De Narvik à la Crète par Brazzaville
(Verrines sous Celles)



A 16 ans, il part à Bordeaux, travailler dans une compagnie d’exportation, où ses talents ne font pas merveille. Il s’engage alors dans la marine, pour cinq ans, en tant que, radio volant dans l’aéronavale, qu’il quitte avec l’arrière pensée d’entrée dans l’armée de l’air. Celle-ci, mauvaise fille, le recale pour insuffisance physique en 1933.
Pas découragé, le tenace Albert Marteau, Deux-sévrien de Verrines sous Celles, qui fait ses études à Saint Maixent, est volontaire au Maroc dans le génie télégraphiste: il participe aux opérations qualifiées pudiquement de «pacification»
1939 le voit affecté au fort d’Issy les Moulineaux…, à la disposition du ministre, ce qui ne satisfait guère notre baroudeur, lequel est volontaire pour out ce qui bouge. Ce sera Narvik en Norvège, où il se rend avec les sapeurs télégraphiste. Le retour à Brest est difficile: les allemands sont à quelques heures, et Albert se sauve de la cité bretonne le 18 juin 1940 à 23 heures. A 7 heures, le lendemain matin, les allemands sont là. En Angleterre, il vit sans doute les heures les plus difficiles de sa déjà longue vie: Sur 12.000 français, 1.200 seulement sont restés, dont 1.000 légionnaires! De ceux qui ont été évacués par Dunkerque, beaucoup sont ensuite revenus dans la France «vichyste»…

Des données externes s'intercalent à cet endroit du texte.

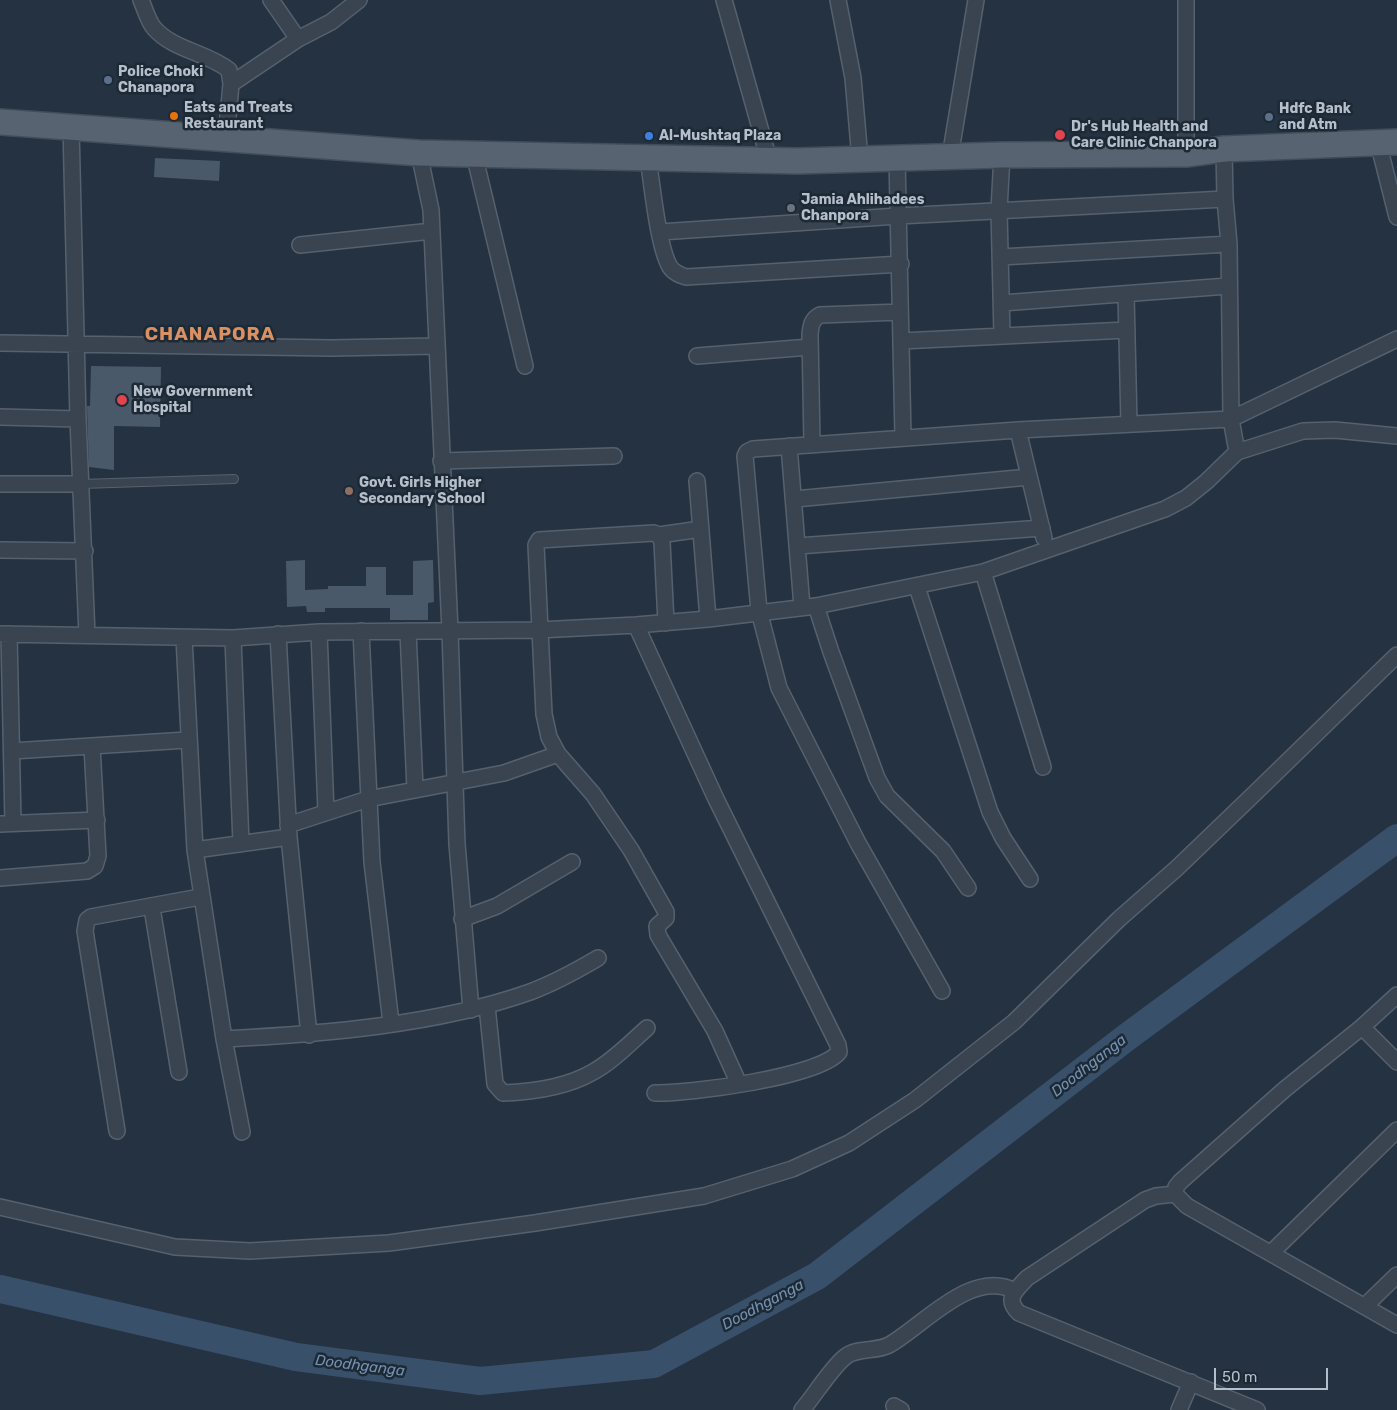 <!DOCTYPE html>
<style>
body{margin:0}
#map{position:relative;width:1397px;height:1410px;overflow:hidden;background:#243241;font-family:Rubik,sans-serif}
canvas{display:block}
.scale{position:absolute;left:1214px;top:1368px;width:114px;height:22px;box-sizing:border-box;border:2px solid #b5becb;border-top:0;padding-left:6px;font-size:15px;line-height:18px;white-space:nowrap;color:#b5becb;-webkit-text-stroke:4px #1d2935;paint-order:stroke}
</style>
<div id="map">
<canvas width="1397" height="1410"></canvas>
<div class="scale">50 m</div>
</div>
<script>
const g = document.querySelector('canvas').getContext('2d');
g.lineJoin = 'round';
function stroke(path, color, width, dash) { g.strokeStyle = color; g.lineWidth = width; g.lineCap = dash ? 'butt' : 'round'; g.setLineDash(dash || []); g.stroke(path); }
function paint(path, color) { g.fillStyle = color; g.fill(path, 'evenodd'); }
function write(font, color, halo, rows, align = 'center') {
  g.font = font + ' Rubik,sans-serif'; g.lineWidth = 5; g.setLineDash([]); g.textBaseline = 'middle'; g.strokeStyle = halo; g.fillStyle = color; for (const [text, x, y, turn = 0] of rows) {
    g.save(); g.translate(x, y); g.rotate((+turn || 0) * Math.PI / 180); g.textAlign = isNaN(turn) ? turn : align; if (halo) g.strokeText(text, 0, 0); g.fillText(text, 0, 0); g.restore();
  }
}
const river = new Path2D(`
 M 0,1289 L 296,1357 L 480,1381 L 654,1364 L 817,1276 L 1127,1037 L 1397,838`);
const building = new Path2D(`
 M 155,158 L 220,161 L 219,181 L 154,177 Z
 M 91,366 L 161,367 L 160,427 L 114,426 L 114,470 L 89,467 L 87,406 L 90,406 Z
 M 305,560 L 305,590 L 328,589 L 328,586 L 366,586 L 366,567 L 386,567 L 386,595 L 413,595 L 413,561 L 433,560 L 434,602 L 428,603 L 428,620 L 390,620 L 390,608 L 325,608 L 325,612 L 307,612 L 306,606 L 287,607 L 286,561 Z`);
const service = new Path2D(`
 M 82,484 L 234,479`);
const minor = new Path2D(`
 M 141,0 C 145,9 148,21 154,28 C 173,50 206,52 229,70 L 231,84 L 226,139
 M 271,0 L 298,39
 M 724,0 L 769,160
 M 838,0 L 853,78 L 860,159
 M 231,84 L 298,39 L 331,22 L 359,0
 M 71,127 L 78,419 L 87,635
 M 1378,142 L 1397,217
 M 1224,149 L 1225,199 L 1229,244 L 1231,419 L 1237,452
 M 419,153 L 431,210 L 450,631 L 457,844 L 471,1010
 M 474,154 L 525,366
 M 1186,154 L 1186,0
 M 1002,155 L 999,210 L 1002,336
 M 950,157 L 976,0
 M 648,158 C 652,184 658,247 670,267 C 674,273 680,275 686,277 L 901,264
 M 897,158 L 903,437
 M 660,232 L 898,216 L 1225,199
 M 300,245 L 432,231
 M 1001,257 L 1229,244
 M 1126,294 L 1129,424
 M 1002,303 L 1228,286
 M 901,341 L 1127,330
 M 0,343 L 332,348 L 436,346
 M 697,356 L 810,347
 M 0,417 L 78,419
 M 1018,430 L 1044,538
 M 812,445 L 810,334 C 811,325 812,319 820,315 L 900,312
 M 789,446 L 802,607
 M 441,461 L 614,456
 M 697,481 L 708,619
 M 0,484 L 82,484
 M 795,499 L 1029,477
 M 659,535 L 701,529
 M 798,546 L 1042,528
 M 0,550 L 85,551
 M 983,572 L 1043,767
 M 917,587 L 990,812 L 1003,838 L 1030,879
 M 816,606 L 831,652 L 877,778 L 887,796 L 943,851 L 968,888
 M 666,623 L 662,542 L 659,535 L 654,533 L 539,540 L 536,545 L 544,714 L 549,737 L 558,754 L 593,794 L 631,850 L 666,912 L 666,918 L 657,926 L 658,935 L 715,1031 L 739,1084
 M 636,625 L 716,799 L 838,1045 L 839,1052 C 820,1077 688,1094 655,1093
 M 361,631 L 372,862 L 391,1023
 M 408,631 L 415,789
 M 319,632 L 326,812
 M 0,634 L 233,638 L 319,632 L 539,630 L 636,625 L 708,619 L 816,606 L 983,572 L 1165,509 L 1186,498 L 1206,482 L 1237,452 L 1303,431 L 1335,430 L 1397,436
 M 9,634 L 13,823
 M 278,634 L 289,837 L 309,1035
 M 184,638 L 195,850 L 224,1039 L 242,1132
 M 233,638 L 241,844
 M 12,751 L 187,740
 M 0,824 L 97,820
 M 288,825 L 368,799 L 504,773 L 558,754
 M 195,850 L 289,837
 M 0,878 L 87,871 L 95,866 L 98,856 L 92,746
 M 152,908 L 179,1072
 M 462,919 L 497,906 L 572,862
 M 942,991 L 858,843 L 779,688 L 759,611 L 745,456 L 747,452 L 753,449 L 1018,430 L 1231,419 L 1397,339
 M 1397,995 L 1362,1027 L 1285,1089 L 1180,1182 L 1176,1187 L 1175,1194 L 1187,1206 L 1397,1325
 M 487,1006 L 495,1084 L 503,1093 C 532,1092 567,1087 593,1072 C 613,1061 630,1043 647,1028
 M 1362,1027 L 1397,1062
 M 224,1039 C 323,1034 437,1025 530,992 C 554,983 576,971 598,958
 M 117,1131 L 85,931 L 87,920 L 91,917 L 200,897
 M 1175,1194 L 1156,1196 L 1145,1200 L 1027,1278 C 1016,1290 1004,1299 1019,1313 L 1257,1410
 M 0,1207 L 175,1247 L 250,1251 L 389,1243 L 535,1223 L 704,1196 L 792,1169 L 849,1143 L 915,1100 L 1014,1022 L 1119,919 L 1177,868 L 1253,795 L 1397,655
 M 1271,1253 L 1397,1130
 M 1365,1306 L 1397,1275
 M 894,1406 L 901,1410
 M 802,1410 C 814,1396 832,1367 845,1357 C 857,1347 876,1352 889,1345 C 924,1325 972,1268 1015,1291
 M 1179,1410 L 1191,1382`);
const primary = new Path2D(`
 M 0,122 L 419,153 L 798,161 L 1002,155 L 1186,154 L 1224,149 L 1397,142`);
const markers = [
 [108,80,5,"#5c6f8a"],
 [174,116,5,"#e8710a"],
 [1269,117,5,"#5c6f8a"],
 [1060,135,6,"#e0444e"],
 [649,136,5,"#3f7fe0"],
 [791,208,5,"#6b7280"],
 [122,400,6,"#e0444e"],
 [349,491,5,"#8d6e63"]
];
const poiNames = [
 ["Police Choki",118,72],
 ["Chanapora",118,88],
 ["Eats and Treats",184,108],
 ["Restaurant",184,124],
 ["Hdfc Bank",1279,109],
 ["and Atm",1279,125],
 ["Dr's Hub Health and",1071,127],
 ["Care Clinic Chanpora",1071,143],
 ["Al-Mushtaq Plaza",659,136],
 ["Jamia Ahlihadees",801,200],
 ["Chanpora",801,216],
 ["New Government",133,392],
 ["Hospital",133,408],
 ["Govt. Girls Higher",359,483],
 ["Secondary School",359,499]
];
const waterNames = [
 ["Doodhganga",1089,1066,-38],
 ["Doodhganga",763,1305,-28],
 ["Doodhganga",360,1366,7]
];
const districtNames = [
 ["CHANAPORA",210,335]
];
stroke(river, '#39506a', 28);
paint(building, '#4a596a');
stroke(service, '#56616e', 10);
stroke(minor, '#56616e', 18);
stroke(primary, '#424d59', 28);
stroke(service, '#394450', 8);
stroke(minor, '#394450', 15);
stroke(primary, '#576370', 25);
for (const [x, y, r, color] of markers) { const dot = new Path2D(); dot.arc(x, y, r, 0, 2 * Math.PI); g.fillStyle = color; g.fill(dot); stroke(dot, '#1d2935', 2); }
write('bold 14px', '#b5becb', '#1d2935', poiNames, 'left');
write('italic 15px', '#7491af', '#1d2935', waterNames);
g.letterSpacing = '1px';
write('bold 19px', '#d99062', '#1d2935', districtNames);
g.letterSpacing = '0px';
</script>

Albert Marteau, qui a un solide caractère, signe son engagement dans la France Libre le 20 juin 1940. Un cas rarissime. «J’étais chef de détachement et tous mes gars sont rentrés en France: Je me suis fait traiter de traître. Mais ils n’avaient pas bonne conscience, ceux qui sont rentrés, vous avez»… A Dakar, puis au Gabon, où le mène la guerre, il participe aux combats fratricides entre Anglo-français libres et les Vichyssois. Pour une fois, les Anglais n’ont pas tiré les premiers, sourit Albert Marteau, qui en a pourtant gros sur le cœur.
A Brazzaville, on lui propose d’être chef de poste radio, mais lui répond qu’il n’est pas là pour faire le commis des postes. Volontaire dans l’aviation, il se retrouve en Egypte, et en Palestine en mai 1941, où il est proprement canardé par… des français, mais de Vichy, ceux-là. Lui est de Londres. Ne pas confondre.
L’épopée se termine franchement mal: alors que on avion est chargé de ravitailler des Néo-Zélandais en Crète (si, si), il est descendu pour le compte par le lieutenant Emil Omer, de la Luftwaffe, qui signe là sa troisième victoire. Bilan, côté Albert Marteau: pas de blessures graves, mais le pilote est tué et ses deux camarades grièvement blessés.
Des chasseurs tyroliens le prennent aimablement en charge et il arrive en Allemagne le jour de la rupture du pacte germano-soviétique. Ambiance.
Déchu de la nationalité française le 23 juillet 1940, condamné à mort quatre jours plus tard, Albert Marteau aurait dû être fusillé. Heureusement, De Gaulle avait menacé de tué dix allemands contre un français libre exécuté. Chantage sinistre mais efficace. Albert Marteau reste donc un «sbire stipendié de De Gaulle» (Charles Maurras) et se voit affublé de la nationalité… anglaise, puisqu’il n’est plus français. Avec cette précision: «Français et gaulliste».
Les allemands ne mélangent pas ces «drôles de français» avec les prisonniers de guerre et les changent très souvent de camp. Au fil des séjours, Albert Marteau rencontre les fils Staline, Blum et le baron de Rothschild. Auparavant, il avait croisé le fils Roosevelt!
Le 20 mai 1945, il est libéré avec des cavaliers mongols. Il a la surprise d’apprendre qu’il a été proposé comme compagnon de la libération à titre posthume. Mort dans l’atterrissage mouvementé de Crète. Il le devient vraiment… compagnon de la libération, le 17 novembre 1945 et prend sa retraite militaire en 1954. Il devient ensuite fonctionnaire à L.O.C.D.E. Avant de prendre ses quartiers de retraite à Verrines sous Celle.
La boucle est bouclée
Hervé Aussant



Article relevé dans la Nouvelle République du 8 mai 1992.